| What is needed |
Search the data below for "name"; list each line that holds it.

·····

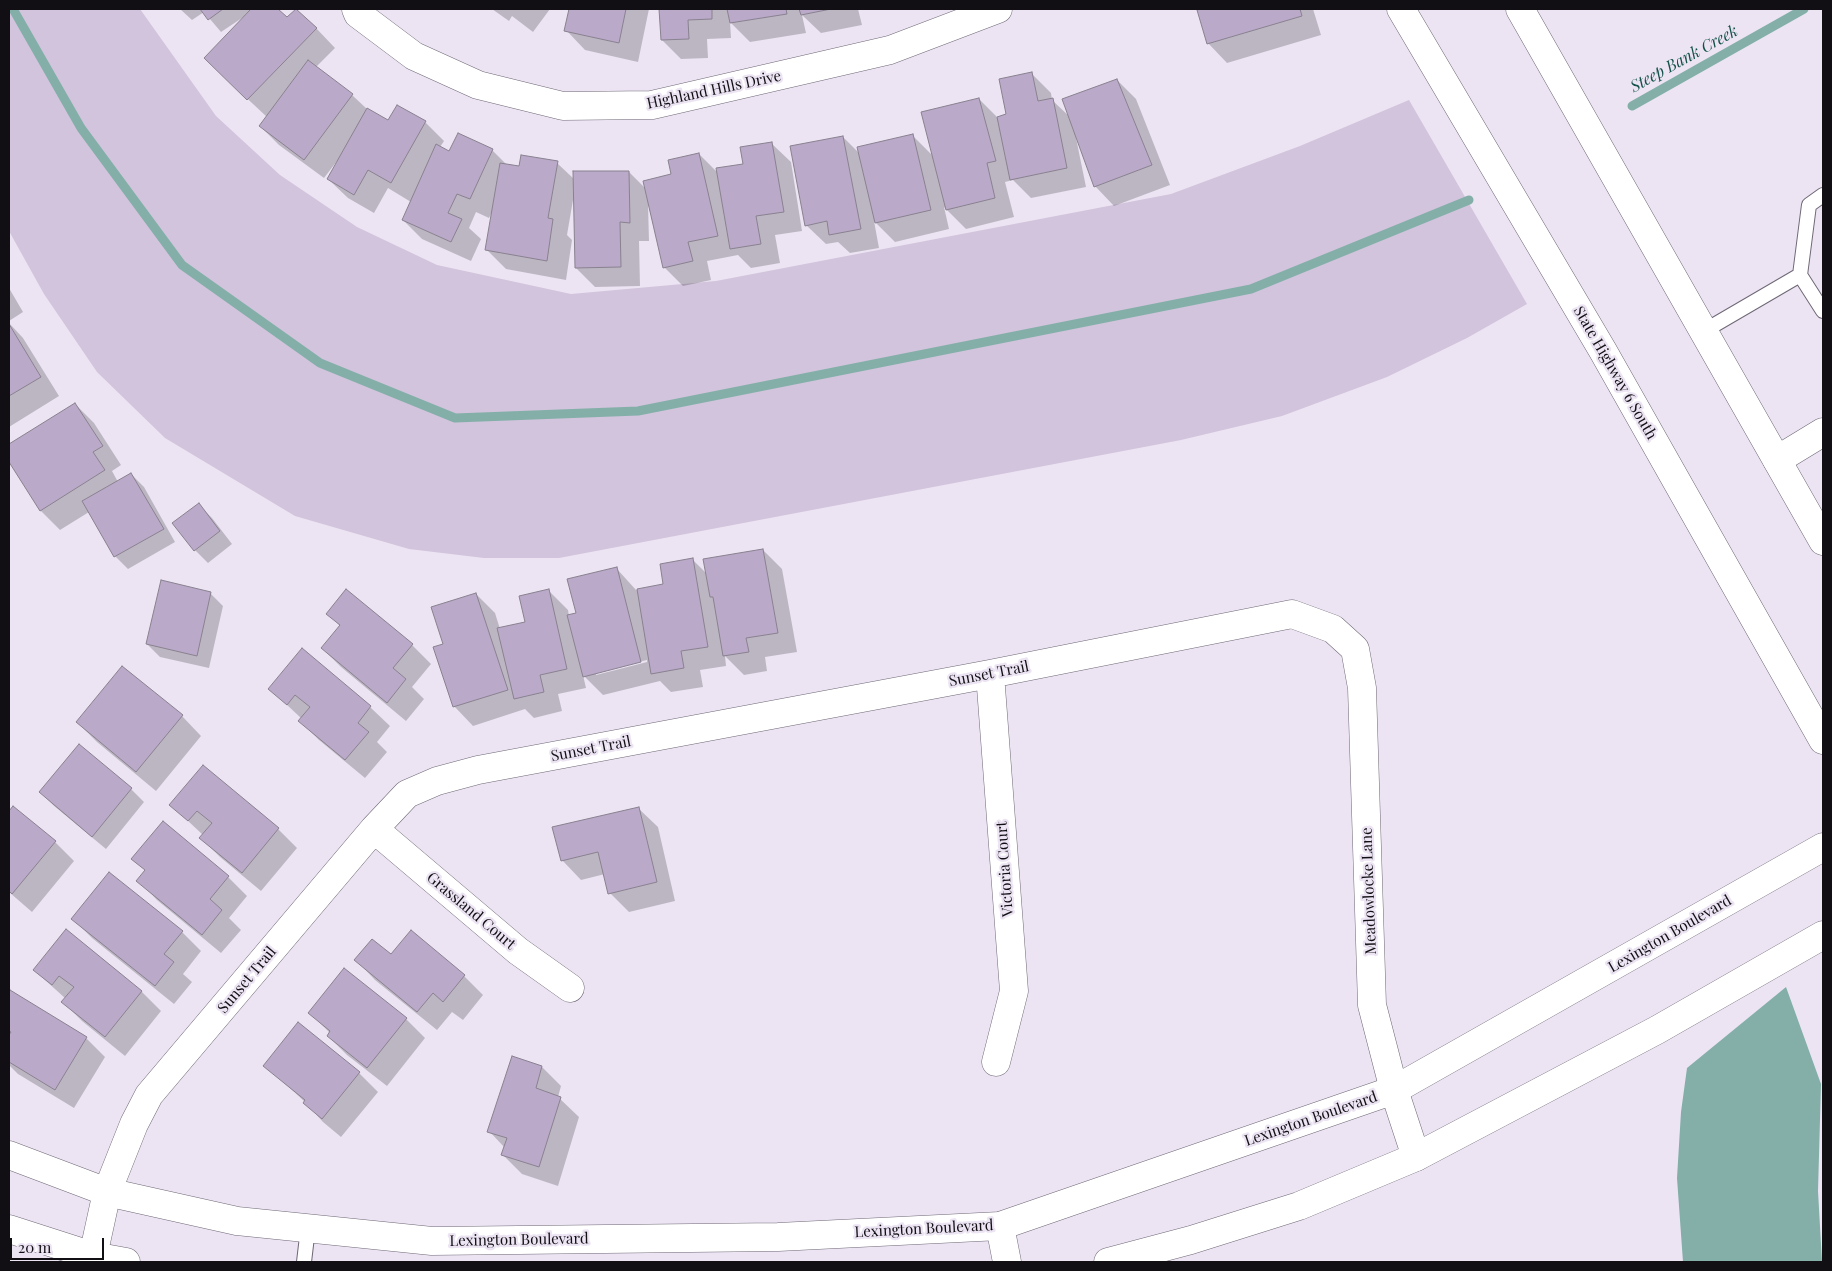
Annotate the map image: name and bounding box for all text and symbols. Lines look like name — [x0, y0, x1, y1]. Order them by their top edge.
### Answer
water label: Steep Bank Creek — [1627, 21, 1741, 97]
street label: Highland Hills Drive — [645, 67, 783, 113]
street label: State Highway 6 South — [1570, 303, 1660, 443]
street label: Sunset Trail — [947, 657, 1031, 691]
street label: Sunset Trail — [549, 732, 633, 766]
street label: Victoria Court — [993, 821, 1017, 917]
street label: Meadowlocke Lane — [1358, 827, 1380, 955]
street label: Grassland Court — [423, 869, 519, 953]
street label: Lexington Boulevard — [1605, 891, 1735, 977]
street label: Sunset Trail — [214, 943, 280, 1017]
street label: Lexington Boulevard — [1242, 1088, 1380, 1150]
street label: Lexington Boulevard — [854, 1216, 994, 1242]
scale bar — [12, 1228, 106, 1260]
street label: Lexington Boulevard — [449, 1230, 589, 1250]
text: 20 m — [18, 1237, 51, 1257]

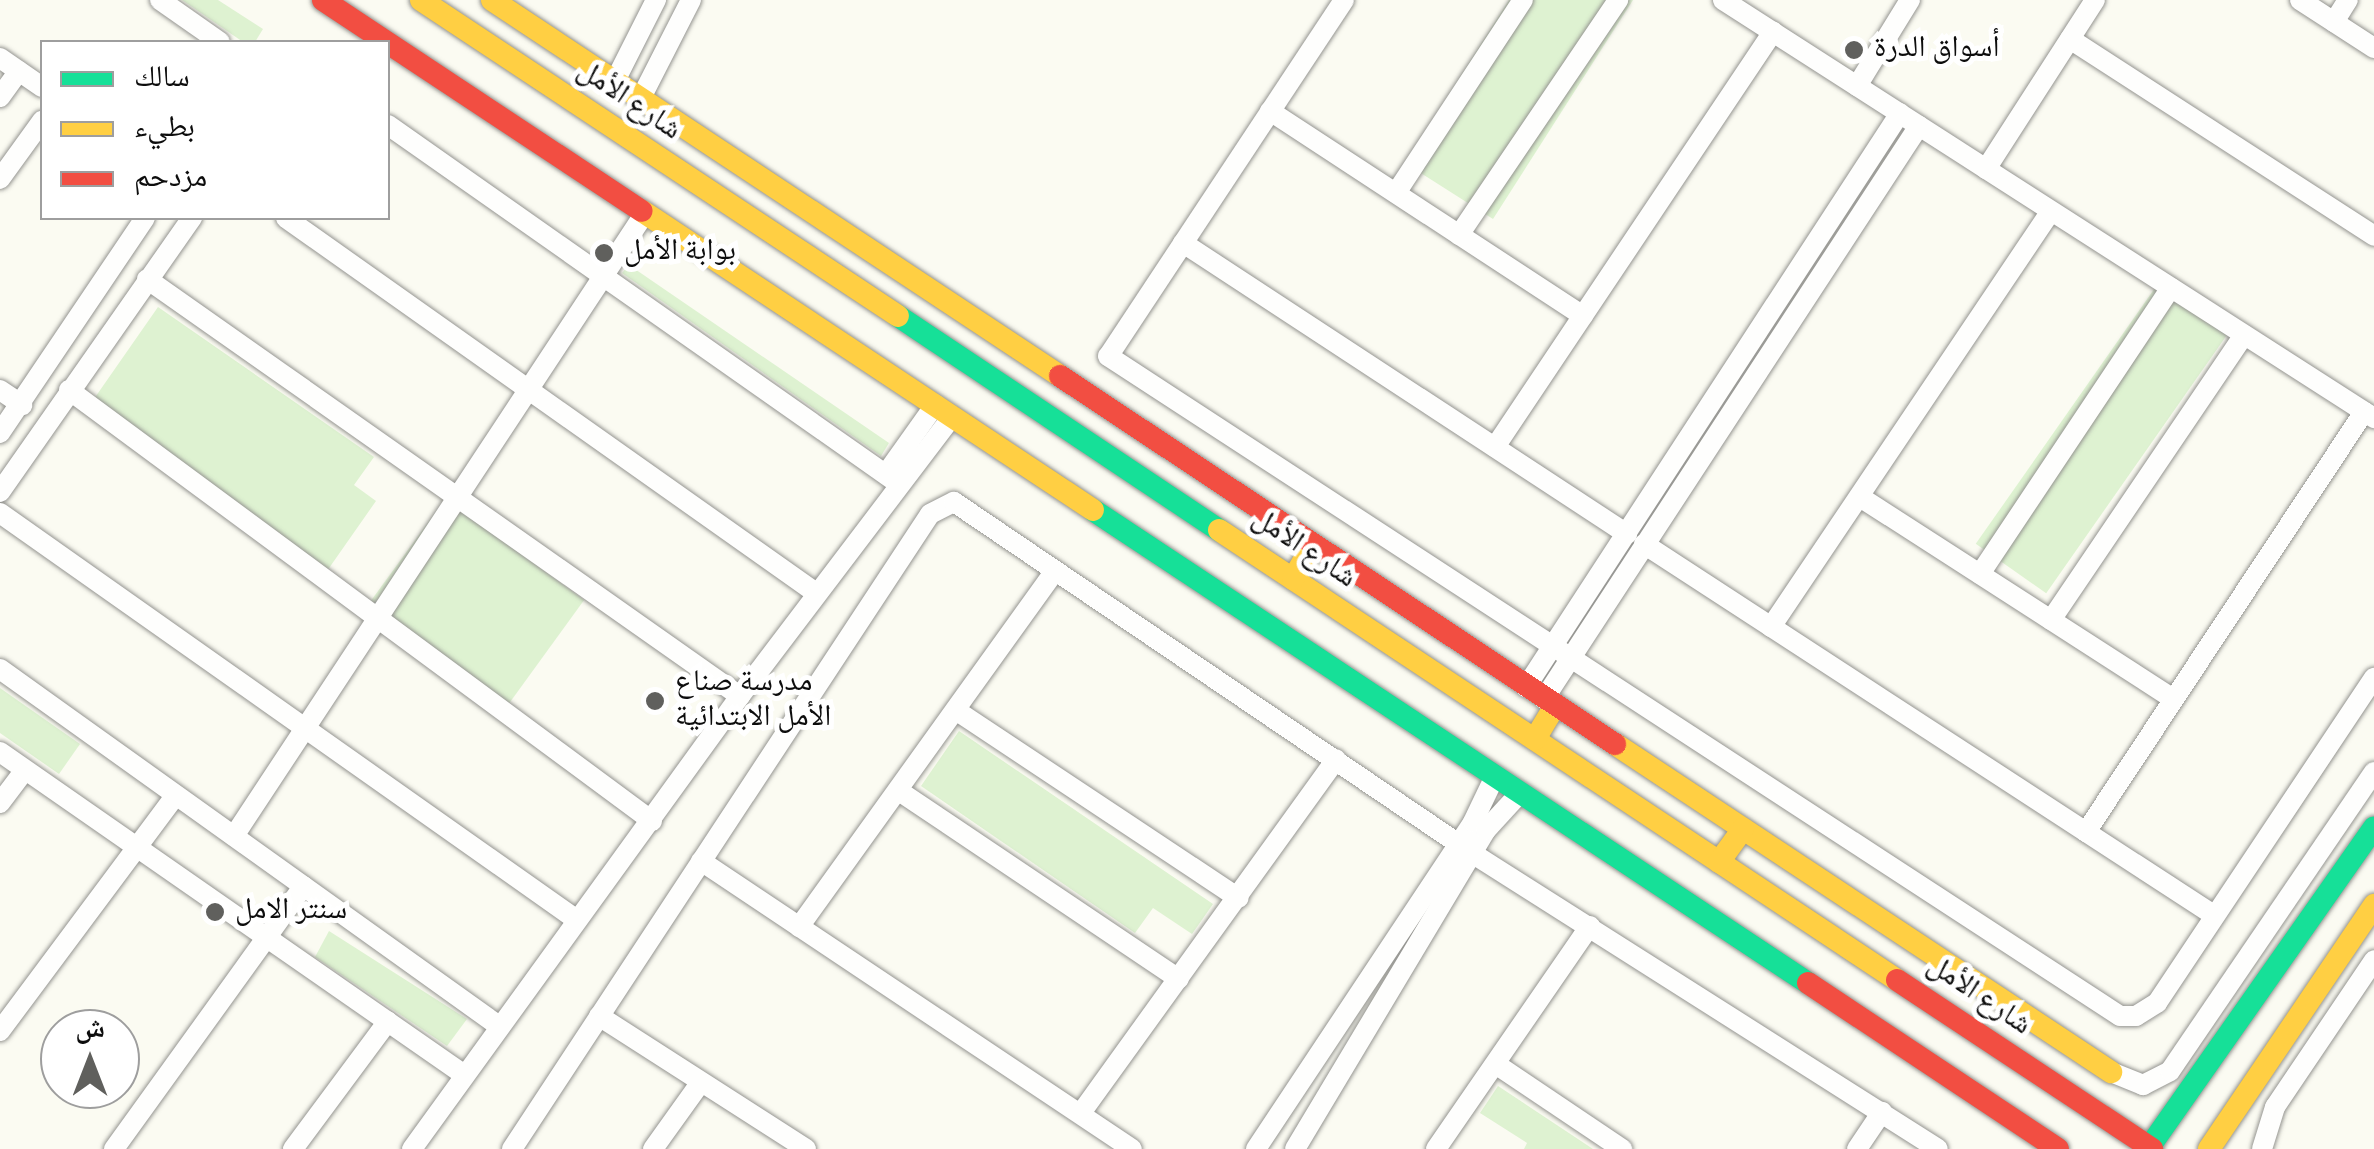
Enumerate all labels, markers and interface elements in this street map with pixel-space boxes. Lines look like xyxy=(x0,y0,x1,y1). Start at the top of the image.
place label: أسواق الدرة xyxy=(1874,32,2000,68)
marker: أسواق الدرة xyxy=(1843,39,1865,61)
legend xyxy=(40,40,390,220)
text: سالك xyxy=(134,54,190,105)
street label: شارع الأمل xyxy=(569,54,687,150)
text: بطيء xyxy=(134,104,195,155)
text: مزدحم xyxy=(134,154,207,205)
place label: بوابة الأمل xyxy=(624,235,736,271)
marker: بوابة الأمل xyxy=(593,242,615,264)
street label: شارع الأمل xyxy=(1244,502,1362,598)
place label: مدرسة صناع الأمل الابتدائية xyxy=(675,666,831,736)
marker: مدرسة صناع الأمل الابتدائية xyxy=(644,690,666,712)
place label: سنتر الامل xyxy=(235,894,347,930)
marker: سنتر الامل xyxy=(204,901,226,923)
street label: شارع الأمل xyxy=(1919,949,2037,1045)
text: ش xyxy=(75,1007,105,1055)
north arrow xyxy=(40,1009,140,1109)

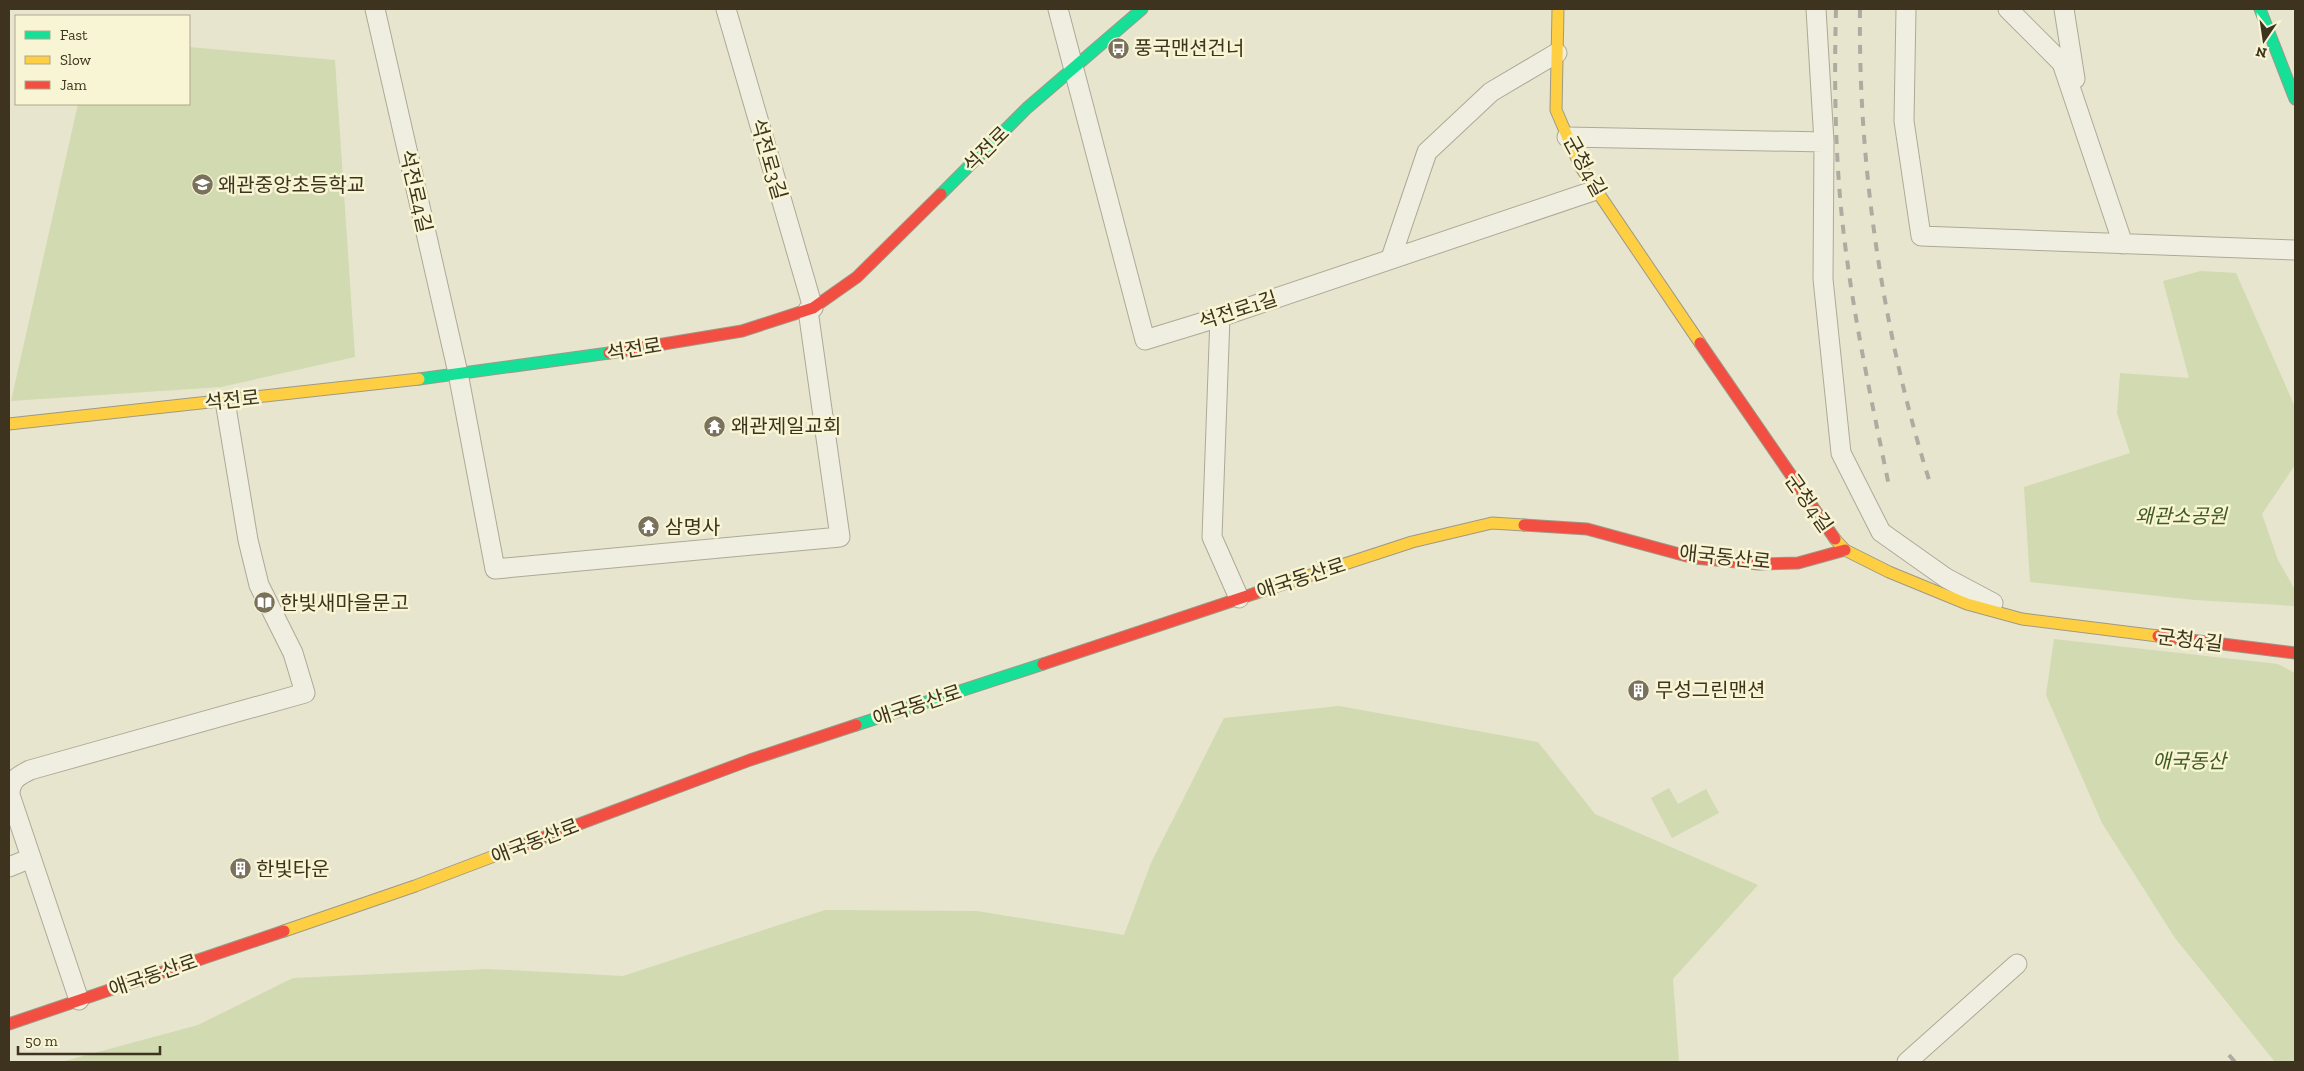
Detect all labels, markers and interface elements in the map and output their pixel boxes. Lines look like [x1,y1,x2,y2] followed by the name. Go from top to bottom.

·····

| Answer space |
Annotate the map image: name and bounding box for all text and symbols. Lines look like name — [x0, y0, x1, y1]. Order them by their top edge.
Detect all labels, markers and interface elements in the map and output their pixel boxes. Lines look like [x1,y1,x2,y2] followed by the name. Go from top to bottom.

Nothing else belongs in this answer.